● **Directions**
What lines in the data below mention the string "stream"? Copy them out.

[Records from a data source]
+--
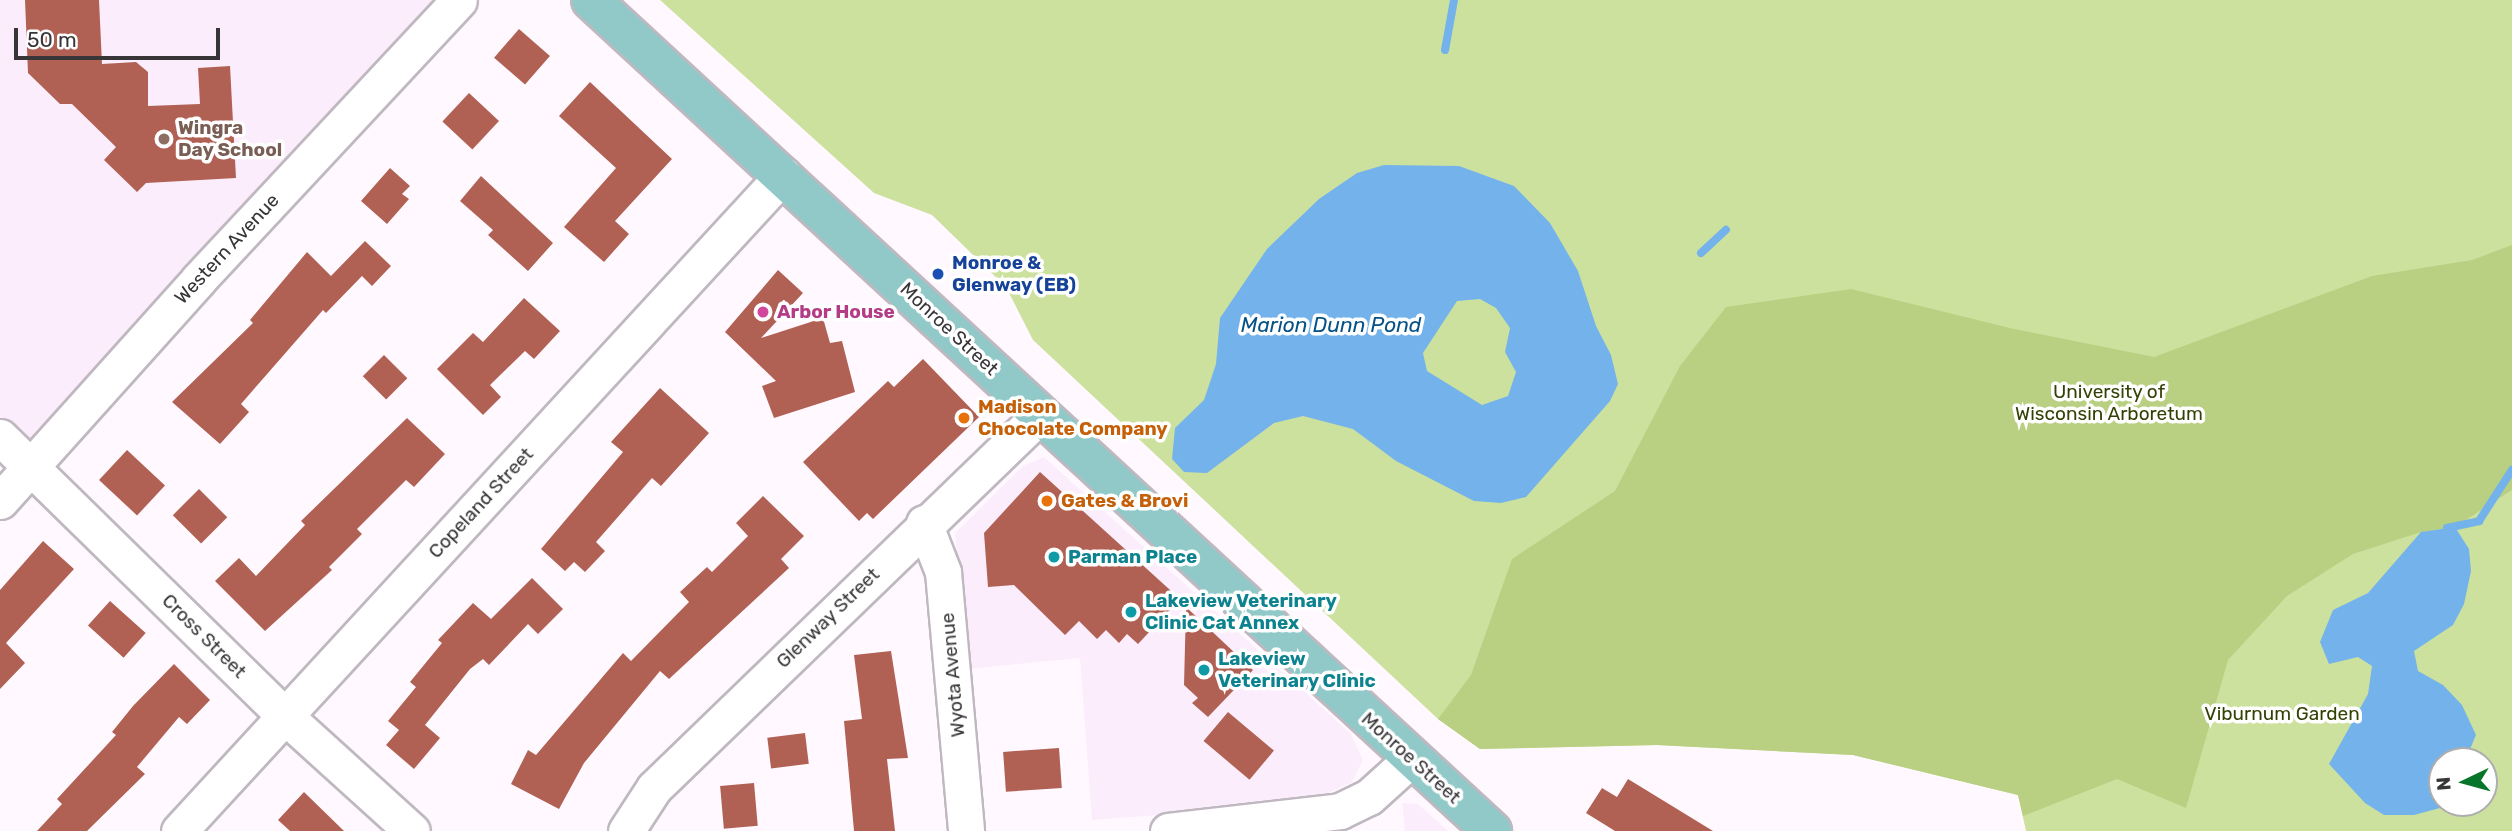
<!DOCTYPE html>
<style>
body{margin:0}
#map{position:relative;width:2512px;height:831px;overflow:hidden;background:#fff9ff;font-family:Rubik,sans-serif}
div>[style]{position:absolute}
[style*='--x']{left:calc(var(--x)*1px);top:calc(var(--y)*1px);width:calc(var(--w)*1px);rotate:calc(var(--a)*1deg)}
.built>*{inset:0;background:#fbedfb}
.green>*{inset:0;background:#cde19f}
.forest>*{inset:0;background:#b9cf81}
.water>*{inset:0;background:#73b2eb}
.stream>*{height:8px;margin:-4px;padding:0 4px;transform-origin:4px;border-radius:4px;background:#73b2eb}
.building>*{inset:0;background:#b06154;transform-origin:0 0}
.roads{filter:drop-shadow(2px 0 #c0b8c0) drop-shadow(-2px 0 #c0b8c0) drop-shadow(0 2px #c0b8c0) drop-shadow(0 -2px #c0b8c0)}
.minor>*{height:35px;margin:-17.5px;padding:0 17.5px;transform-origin:17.5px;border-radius:17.5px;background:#fff}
.major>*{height:38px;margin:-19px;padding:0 19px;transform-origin:19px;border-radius:19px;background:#90c9c8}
.dots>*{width:19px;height:19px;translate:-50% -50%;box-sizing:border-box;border:4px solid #fff;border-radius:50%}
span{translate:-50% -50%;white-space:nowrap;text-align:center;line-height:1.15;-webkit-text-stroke:7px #fff;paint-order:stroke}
.education-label{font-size:19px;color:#785e54;font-weight:700}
.left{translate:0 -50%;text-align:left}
.street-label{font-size:19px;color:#383538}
.transit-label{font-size:19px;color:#164399;font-weight:700}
.hotel-label{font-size:19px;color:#b23c85;font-weight:700}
.park-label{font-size:19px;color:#344105}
.food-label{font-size:19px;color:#c56008;font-weight:700}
.culture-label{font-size:19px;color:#0d838f;font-weight:700}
.water-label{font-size:21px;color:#065185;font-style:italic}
.north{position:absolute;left:2428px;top:747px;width:70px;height:70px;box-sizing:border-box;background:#fff;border:2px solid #afaeaf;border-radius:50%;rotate:265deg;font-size:19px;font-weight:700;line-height:28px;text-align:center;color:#383538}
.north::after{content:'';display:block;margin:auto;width:24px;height:32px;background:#07762a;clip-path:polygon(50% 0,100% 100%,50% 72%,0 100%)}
.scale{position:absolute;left:14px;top:28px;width:206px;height:32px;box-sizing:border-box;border:4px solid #383538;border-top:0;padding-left:9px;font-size:21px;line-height:24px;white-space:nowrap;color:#383538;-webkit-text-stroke:5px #fff;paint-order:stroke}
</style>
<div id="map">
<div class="built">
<i style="clip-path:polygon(0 0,459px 0,32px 467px,0 437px)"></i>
<i style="clip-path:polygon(1044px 457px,1351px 734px,1363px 760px,1352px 782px,1328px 793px,1185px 813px,1092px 820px,1080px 658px,968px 669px,955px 533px,1023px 466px)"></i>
<i style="clip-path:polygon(1402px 803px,1418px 804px,1448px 831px,1405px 831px)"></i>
</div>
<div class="green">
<i style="clip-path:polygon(evenodd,660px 0,2512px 0,2512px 831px,2026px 831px,2018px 795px,1853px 755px,1657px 745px,1480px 749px,1438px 719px,1033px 340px,1006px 287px,932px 215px,874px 193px,660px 0,2442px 761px,2484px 761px,2484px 803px,2442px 803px,2442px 761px)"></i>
</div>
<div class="forest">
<i style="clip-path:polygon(2512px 245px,2512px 490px,2455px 527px,2421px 532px,2353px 554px,2287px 596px,2228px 660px,2186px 808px,2117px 779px,2023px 816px,2018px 795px,1853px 755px,1657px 745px,1480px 749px,1438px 719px,1471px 675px,1512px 559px,1615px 491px,1680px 366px,1726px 307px,1851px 289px,2014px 329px,2154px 357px,2372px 276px,2472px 260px)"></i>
</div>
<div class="water">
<i style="clip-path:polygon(evenodd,1384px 165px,1459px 166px,1514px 186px,1550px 223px,1578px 271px,1596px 326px,1611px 355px,1618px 384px,1610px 401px,1526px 497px,1501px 503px,1474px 501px,1396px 461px,1353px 429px,1303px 416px,1274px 423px,1207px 473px,1184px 472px,1172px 459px,1175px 428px,1204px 400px,1216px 364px,1220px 318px,1267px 249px,1319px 199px,1357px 173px,1384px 165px,1480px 299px,1496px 308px,1510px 328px,1505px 352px,1516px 372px,1508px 396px,1482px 405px,1427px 371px,1423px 353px,1457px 301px,1480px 299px)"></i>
<i style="clip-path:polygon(2455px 527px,2469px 549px,2471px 571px,2464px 604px,2453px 625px,2414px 651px,2418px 671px,2443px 685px,2462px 705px,2476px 735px,2465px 761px,2442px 761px,2440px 808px,2414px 815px,2384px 815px,2365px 803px,2329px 764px,2368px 694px,2372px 666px,2358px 657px,2329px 664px,2320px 642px,2333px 610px,2368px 593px,2421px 532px)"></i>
</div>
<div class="stream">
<i style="--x:1445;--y:50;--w:51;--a:-79.8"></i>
<i style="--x:1701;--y:253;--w:34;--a:-43"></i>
<i style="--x:2447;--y:528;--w:33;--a:-12"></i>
<i style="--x:2479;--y:521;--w:61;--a:-57.1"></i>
</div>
<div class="building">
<i style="clip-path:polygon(25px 0,99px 0,102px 64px,136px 62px,148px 72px,148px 106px,200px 104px,198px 68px,230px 66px,236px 178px,146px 183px,137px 192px,104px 160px,116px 147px,72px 104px,60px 104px,28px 73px)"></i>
<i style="left:519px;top:29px;width:41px;height:38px;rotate:41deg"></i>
<i style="clip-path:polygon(590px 82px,672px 159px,615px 221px,629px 234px,604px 262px,564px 227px,616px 168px,559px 116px)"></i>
<i style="left:469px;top:93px;width:41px;height:39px;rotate:43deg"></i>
<i style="clip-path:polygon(390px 168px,410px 186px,402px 194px,409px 199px,387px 224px,361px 201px)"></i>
<i style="clip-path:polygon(481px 176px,553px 243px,528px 271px,488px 235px,493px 230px,460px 201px)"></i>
<i style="clip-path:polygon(365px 241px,391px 266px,372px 286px,362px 276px,326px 313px,323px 310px,241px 404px,249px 412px,220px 444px,172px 402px,253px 323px,250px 320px,307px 252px,331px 276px)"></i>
<i style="clip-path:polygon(778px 270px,803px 293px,761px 338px,823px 318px,830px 343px,842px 341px,855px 392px,774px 418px,762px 386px,776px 381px,725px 332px)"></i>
<i style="clip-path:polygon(524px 298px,560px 331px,534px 359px,525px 351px,490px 385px,501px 397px,483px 415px,437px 369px,473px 333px,483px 342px)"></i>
<i style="left:384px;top:355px;width:33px;height:30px;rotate:45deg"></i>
<i style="clip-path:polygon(923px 359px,979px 417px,873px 519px,867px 513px,859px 521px,803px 462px,888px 381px,894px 387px)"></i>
<i style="clip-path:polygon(660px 388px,709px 433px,661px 486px,652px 478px,596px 542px,605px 551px,585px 572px,574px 562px,565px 571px,541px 549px,623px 452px,611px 442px)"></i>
<i style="clip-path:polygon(407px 418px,445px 454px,414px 487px,406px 480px,357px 529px,362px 534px,329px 567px,332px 570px,265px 631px,215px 581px,239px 558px,256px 576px,305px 525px,301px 521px)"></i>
<i style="left:127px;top:450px;width:52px;height:41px;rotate:43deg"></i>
<i style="clip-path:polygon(1040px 472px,1180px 599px,1138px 644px,1127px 634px,1119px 643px,1106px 630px,1097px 639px,1079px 621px,1065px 635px,1014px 585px,988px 587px,984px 533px)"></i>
<i style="left:199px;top:489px;width:40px;height:37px;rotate:45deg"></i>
<i style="clip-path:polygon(763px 496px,804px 536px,781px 559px,789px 568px,669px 679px,660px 671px,584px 763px,559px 809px,511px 784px,528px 750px,536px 755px,623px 653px,631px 661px,689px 602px,680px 592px,707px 567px,712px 572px,748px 536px,736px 523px)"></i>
<i style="clip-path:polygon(43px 541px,74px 569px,6px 643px,25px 663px,0 689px,0 590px)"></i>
<i style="clip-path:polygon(532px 578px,563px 609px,538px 634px,528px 624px,489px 665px,483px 659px,470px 669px,425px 725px,440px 738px,414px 769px,386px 745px,399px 730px,388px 721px,416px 687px,410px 682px,442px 643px,438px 640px,473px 603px,491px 619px)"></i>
<i style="left:110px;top:601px;width:48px;height:33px;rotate:42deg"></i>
<i style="clip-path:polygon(1186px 607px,1253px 670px,1208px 717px,1192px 703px,1198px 698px,1184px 685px)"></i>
<i style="clip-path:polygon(891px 651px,908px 758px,887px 759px,895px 831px,854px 831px,844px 721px,862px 719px,854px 655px)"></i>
<i style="clip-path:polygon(174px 664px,210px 700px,187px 724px,179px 717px,137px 767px,145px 774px,87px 831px,37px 831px,62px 804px,57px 799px,116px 735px,112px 732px,133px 706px)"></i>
<i style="left:1228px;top:712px;width:60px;height:38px;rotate:40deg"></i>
<i style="left:805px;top:733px;width:31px;height:38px;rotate:83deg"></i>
<i style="left:1059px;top:748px;width:40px;height:56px;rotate:86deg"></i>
<i style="clip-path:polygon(1628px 779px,1713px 831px,1615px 831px,1586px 813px,1602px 788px,1617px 797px)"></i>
<i style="left:754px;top:783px;width:43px;height:34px;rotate:85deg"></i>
<i style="clip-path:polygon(304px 792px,344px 831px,290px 831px,278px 820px)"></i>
</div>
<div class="roads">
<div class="minor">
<i style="--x:0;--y:437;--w:399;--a:44.4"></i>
<i style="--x:285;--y:716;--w:171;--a:42.2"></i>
<i style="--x:0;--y:501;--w:298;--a:-48.1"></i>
<i style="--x:199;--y:279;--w:381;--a:-47"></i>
<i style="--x:924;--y:523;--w:53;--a:68.8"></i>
<i style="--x:943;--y:572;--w:260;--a:84.9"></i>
<i style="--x:179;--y:831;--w:892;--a:-47.36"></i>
<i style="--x:626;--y:831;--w:51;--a:-56.9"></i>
<i style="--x:654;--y:788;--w:538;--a:-44.02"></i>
<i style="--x:1168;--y:831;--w:173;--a:-6.6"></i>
<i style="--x:1340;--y:811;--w:32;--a:-26"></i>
<i style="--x:1369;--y:797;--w:57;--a:-42.1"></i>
</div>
<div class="major">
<i style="--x:591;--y:0;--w:1226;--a:42.69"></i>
</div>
</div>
<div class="dots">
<i style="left:164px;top:139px;background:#8d6e63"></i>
<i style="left:938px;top:274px;background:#1a4fb4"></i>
<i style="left:763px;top:312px;background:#d1479c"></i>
<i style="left:964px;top:418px;background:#e8710a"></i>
<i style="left:1047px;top:501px;background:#e8710a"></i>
<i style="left:1054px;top:557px;background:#0f9aa8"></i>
<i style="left:1131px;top:612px;background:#0f9aa8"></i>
<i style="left:1204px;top:670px;background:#0f9aa8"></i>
</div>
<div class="education-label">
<span class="left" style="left:178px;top:139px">Wingra<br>Day School</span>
</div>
<div class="street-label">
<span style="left:227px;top:249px;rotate:-47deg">Western Avenue</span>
<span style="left:949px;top:329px;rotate:43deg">Monroe Street</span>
<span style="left:481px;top:503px;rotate:-47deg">Copeland Street</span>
<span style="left:828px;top:618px;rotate:-44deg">Glenway Street</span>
<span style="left:204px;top:636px;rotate:45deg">Cross Street</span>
<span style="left:953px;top:675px;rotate:-95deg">Wyota Avenue</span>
<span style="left:1411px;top:758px;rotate:42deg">Monroe Street</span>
</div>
<div class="transit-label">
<span class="left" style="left:952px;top:274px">Monroe &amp;<br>Glenway (EB)</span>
</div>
<div class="hotel-label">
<span class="left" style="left:777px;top:312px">Arbor House</span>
</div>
<div class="park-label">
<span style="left:2109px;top:403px">University of<br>Wisconsin Arboretum</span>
<span style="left:2282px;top:714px">Viburnum Garden</span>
</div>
<div class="food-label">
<span class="left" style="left:978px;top:418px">Madison<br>Chocolate Company</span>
<span class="left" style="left:1061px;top:501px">Gates &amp; Brovi</span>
</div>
<div class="culture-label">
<span class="left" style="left:1068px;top:557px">Parman Place</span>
<span class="left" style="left:1145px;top:612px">Lakeview Veterinary<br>Clinic Cat Annex</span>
<span class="left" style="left:1218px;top:670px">Lakeview<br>Veterinary Clinic</span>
</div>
<div class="water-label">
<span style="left:1331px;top:325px">Marion Dunn Pond</span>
</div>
<div class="north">N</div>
<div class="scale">50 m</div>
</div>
+--
● **Finished task**
.stream>*{height:8px;margin:-4px;padding:0 4px;transform-origin:4px;border-radius:4px;background:#73b2eb}
<div class="stream">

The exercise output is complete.